- REQUIRED ACTION -
For each line below that includes the string "around", show the whole line.

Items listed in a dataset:

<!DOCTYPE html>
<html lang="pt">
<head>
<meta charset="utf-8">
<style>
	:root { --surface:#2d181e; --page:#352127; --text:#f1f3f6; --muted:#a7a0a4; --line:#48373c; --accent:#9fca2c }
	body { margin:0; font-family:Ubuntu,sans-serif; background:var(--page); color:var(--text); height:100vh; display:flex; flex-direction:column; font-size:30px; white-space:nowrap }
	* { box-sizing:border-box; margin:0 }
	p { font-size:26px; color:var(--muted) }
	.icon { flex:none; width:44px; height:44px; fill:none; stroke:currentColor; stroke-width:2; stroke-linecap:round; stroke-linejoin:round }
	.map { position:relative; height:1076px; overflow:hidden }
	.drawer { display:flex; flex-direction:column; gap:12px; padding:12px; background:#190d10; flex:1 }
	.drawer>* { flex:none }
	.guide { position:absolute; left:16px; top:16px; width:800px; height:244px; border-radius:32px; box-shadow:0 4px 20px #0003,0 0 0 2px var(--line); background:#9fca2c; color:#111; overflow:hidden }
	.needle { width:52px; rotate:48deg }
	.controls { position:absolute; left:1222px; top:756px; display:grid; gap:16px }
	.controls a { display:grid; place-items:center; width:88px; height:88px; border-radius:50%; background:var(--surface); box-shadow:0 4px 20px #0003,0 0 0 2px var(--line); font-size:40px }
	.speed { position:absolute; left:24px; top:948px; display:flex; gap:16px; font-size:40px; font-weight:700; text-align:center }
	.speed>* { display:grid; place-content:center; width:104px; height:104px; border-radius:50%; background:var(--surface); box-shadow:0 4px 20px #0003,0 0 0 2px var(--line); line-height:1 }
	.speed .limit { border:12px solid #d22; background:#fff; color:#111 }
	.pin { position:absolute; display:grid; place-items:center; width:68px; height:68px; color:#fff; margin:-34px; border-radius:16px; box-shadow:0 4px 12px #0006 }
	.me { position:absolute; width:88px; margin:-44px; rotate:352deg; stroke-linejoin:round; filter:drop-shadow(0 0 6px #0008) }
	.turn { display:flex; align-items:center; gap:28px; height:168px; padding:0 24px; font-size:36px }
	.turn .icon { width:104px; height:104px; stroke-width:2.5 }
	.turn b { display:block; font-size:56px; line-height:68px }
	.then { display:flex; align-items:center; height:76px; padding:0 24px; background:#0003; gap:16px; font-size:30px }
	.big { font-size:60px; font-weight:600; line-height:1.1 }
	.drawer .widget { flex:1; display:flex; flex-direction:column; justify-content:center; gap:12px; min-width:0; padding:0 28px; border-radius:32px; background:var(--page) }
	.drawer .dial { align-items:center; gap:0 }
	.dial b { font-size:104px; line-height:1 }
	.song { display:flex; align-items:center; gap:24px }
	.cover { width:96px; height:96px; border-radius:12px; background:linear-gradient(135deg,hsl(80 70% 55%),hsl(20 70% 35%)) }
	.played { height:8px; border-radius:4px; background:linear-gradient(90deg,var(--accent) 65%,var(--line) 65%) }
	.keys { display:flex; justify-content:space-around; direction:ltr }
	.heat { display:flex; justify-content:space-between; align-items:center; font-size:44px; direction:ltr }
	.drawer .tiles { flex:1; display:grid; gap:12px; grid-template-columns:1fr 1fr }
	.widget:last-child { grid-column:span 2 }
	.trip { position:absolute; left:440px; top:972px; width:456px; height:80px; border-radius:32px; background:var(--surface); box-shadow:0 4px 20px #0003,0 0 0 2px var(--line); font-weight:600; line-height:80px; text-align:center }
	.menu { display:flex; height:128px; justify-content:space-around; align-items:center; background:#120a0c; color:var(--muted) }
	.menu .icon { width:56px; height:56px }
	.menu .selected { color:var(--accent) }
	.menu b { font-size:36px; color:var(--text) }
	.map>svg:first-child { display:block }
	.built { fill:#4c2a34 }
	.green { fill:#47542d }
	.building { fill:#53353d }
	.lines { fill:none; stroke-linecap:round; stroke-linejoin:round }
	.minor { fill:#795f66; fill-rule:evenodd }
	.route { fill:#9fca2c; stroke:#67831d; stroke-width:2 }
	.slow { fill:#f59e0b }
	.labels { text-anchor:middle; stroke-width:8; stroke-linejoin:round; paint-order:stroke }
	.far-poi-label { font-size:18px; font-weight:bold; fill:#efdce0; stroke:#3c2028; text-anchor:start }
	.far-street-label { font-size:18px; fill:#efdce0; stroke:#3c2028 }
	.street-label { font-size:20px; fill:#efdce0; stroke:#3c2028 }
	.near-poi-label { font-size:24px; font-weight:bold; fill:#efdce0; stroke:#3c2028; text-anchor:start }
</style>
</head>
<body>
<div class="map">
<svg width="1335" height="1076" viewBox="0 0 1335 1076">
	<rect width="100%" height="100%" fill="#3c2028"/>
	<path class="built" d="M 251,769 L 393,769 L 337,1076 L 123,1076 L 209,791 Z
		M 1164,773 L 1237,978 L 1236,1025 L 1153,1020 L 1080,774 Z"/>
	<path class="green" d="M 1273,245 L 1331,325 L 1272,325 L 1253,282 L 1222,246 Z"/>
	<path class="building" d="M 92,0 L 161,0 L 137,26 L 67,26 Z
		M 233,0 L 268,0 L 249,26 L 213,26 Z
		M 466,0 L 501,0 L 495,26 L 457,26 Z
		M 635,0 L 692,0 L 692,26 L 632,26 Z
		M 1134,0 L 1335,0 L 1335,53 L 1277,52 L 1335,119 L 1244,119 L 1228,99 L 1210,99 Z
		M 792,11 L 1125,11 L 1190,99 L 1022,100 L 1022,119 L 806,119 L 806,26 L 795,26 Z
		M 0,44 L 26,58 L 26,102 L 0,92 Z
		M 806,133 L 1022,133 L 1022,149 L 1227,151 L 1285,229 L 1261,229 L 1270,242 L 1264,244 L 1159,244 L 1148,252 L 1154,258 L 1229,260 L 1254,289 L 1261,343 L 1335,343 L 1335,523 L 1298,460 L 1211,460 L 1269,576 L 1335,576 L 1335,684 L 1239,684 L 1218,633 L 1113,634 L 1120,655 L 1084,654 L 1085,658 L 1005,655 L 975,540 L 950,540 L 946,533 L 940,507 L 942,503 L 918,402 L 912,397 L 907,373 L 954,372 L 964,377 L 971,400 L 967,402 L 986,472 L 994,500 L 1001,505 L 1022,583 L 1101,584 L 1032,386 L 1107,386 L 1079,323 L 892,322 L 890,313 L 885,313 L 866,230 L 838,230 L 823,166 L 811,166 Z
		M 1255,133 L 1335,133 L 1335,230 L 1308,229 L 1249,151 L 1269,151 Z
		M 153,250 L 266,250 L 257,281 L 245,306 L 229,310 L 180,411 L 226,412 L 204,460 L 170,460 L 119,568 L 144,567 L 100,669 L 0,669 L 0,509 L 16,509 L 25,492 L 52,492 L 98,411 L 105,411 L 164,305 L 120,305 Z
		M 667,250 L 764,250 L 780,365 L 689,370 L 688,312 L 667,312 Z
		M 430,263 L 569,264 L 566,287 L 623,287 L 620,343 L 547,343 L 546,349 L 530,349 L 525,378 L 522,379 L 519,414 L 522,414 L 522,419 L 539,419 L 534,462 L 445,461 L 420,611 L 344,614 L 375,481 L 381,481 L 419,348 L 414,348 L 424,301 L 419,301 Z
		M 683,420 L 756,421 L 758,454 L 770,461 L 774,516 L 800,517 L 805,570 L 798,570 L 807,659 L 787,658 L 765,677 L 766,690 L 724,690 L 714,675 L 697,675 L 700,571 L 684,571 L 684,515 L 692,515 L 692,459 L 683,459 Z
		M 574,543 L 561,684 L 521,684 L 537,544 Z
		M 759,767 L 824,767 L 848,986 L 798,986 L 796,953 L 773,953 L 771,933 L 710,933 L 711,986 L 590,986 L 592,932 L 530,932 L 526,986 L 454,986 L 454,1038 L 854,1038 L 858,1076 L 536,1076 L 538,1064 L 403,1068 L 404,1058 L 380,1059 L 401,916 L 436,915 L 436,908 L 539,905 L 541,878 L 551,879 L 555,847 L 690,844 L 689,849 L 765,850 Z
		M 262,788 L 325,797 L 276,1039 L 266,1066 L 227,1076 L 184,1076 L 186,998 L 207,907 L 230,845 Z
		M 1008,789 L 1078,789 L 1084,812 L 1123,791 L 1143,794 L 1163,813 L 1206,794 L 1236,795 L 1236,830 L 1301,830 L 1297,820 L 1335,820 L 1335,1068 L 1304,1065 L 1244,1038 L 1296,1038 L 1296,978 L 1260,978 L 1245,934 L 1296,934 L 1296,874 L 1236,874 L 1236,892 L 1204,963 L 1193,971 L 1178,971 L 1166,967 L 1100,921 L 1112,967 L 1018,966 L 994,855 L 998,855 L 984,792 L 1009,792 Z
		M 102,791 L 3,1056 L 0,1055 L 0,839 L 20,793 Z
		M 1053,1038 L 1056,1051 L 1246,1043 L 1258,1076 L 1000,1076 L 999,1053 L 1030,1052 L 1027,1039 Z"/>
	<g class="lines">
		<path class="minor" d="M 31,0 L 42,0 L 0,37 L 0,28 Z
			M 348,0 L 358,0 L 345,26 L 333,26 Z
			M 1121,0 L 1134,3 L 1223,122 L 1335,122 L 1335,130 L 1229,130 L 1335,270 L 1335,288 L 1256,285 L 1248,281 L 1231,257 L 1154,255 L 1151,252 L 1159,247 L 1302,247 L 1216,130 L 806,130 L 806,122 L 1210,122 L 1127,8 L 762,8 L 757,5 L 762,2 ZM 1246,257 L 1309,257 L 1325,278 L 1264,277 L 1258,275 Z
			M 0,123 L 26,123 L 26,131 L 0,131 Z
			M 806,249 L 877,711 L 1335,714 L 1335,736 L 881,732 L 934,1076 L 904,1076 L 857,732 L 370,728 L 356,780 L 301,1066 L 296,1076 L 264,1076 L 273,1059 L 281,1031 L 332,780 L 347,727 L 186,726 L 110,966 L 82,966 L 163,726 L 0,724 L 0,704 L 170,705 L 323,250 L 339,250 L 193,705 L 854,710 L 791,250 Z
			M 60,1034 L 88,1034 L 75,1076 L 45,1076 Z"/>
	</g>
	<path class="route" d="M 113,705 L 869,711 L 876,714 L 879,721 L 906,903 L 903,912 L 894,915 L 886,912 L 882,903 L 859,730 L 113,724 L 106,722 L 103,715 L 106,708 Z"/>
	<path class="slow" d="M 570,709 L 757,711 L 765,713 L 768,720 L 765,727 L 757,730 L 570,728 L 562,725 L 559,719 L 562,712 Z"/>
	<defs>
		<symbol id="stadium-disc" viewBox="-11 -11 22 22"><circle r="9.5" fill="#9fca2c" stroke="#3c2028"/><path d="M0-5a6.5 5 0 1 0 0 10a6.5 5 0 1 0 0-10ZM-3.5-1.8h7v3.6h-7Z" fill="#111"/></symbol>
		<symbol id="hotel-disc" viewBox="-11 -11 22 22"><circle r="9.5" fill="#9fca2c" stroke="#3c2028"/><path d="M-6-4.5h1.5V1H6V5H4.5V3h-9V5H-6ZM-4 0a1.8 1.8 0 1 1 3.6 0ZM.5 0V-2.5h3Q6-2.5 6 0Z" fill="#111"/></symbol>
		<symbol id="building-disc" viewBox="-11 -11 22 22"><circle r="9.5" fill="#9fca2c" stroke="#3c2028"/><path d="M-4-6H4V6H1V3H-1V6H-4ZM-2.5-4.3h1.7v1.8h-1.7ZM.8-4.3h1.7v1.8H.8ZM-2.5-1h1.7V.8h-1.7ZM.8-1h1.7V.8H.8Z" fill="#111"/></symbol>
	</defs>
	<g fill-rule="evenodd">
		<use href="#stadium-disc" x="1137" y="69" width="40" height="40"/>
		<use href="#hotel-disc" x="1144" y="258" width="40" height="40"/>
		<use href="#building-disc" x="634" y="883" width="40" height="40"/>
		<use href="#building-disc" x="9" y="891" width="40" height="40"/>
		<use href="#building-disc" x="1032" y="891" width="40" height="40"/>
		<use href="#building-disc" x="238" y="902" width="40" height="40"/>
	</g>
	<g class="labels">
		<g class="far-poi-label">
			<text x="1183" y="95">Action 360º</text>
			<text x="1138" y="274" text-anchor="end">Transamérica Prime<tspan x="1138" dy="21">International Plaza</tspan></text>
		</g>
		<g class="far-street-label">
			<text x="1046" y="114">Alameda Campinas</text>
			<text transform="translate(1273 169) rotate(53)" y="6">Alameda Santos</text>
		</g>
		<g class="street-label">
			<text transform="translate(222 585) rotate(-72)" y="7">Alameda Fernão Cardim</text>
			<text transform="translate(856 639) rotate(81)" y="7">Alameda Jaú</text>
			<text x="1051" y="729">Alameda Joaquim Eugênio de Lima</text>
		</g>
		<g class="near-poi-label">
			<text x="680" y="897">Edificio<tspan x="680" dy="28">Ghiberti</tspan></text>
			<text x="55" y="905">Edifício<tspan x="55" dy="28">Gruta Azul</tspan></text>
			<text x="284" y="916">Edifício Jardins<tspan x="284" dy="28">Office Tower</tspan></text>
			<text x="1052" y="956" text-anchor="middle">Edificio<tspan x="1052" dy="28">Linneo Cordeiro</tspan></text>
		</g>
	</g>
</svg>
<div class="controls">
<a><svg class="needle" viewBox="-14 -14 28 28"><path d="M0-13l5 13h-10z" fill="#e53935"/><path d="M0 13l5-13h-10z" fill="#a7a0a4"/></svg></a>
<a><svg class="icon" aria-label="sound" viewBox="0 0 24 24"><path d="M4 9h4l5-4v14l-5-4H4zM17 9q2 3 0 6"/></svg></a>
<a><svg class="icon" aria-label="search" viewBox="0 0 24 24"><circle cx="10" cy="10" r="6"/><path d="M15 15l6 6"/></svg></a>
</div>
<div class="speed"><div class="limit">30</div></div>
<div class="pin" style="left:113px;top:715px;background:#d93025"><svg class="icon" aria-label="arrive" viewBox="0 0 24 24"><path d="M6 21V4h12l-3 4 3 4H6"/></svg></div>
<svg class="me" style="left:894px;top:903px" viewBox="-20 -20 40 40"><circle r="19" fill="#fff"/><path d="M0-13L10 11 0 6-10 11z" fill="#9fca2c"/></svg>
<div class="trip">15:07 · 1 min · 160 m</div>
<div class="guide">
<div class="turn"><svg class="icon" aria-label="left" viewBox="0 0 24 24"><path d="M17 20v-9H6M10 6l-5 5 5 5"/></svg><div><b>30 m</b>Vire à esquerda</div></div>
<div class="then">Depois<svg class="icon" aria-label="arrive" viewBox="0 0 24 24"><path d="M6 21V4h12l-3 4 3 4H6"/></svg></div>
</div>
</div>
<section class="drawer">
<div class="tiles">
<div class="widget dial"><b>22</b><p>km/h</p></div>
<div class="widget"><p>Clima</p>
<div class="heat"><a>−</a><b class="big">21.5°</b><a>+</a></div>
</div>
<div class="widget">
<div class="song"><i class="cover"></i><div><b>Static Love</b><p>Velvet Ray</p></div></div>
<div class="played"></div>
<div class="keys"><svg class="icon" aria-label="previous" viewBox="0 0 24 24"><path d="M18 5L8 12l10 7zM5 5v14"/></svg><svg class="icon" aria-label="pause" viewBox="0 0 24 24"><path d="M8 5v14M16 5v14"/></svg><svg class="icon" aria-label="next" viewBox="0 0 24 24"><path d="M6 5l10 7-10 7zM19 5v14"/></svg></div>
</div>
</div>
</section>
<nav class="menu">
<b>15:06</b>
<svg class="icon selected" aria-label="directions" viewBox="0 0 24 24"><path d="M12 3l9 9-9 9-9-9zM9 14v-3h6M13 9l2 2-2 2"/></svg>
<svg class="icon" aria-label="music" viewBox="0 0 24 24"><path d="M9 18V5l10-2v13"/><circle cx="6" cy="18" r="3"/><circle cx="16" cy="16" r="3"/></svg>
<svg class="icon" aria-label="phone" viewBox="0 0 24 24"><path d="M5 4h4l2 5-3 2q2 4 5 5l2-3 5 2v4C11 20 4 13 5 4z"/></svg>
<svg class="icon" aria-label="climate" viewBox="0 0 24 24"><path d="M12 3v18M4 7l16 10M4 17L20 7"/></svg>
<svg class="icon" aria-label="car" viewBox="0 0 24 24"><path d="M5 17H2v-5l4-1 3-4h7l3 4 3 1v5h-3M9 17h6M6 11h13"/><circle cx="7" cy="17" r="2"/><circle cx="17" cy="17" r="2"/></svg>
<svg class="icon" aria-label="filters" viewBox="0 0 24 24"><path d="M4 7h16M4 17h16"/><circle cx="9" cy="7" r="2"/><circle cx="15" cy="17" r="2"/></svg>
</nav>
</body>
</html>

- SOLUTION FOR THIS TASK -
	.keys { display:flex; justify-content:space-around; direction:ltr }
	.menu { display:flex; height:128px; justify-content:space-around; align-items:center; background:#120a0c; color:var(--muted) }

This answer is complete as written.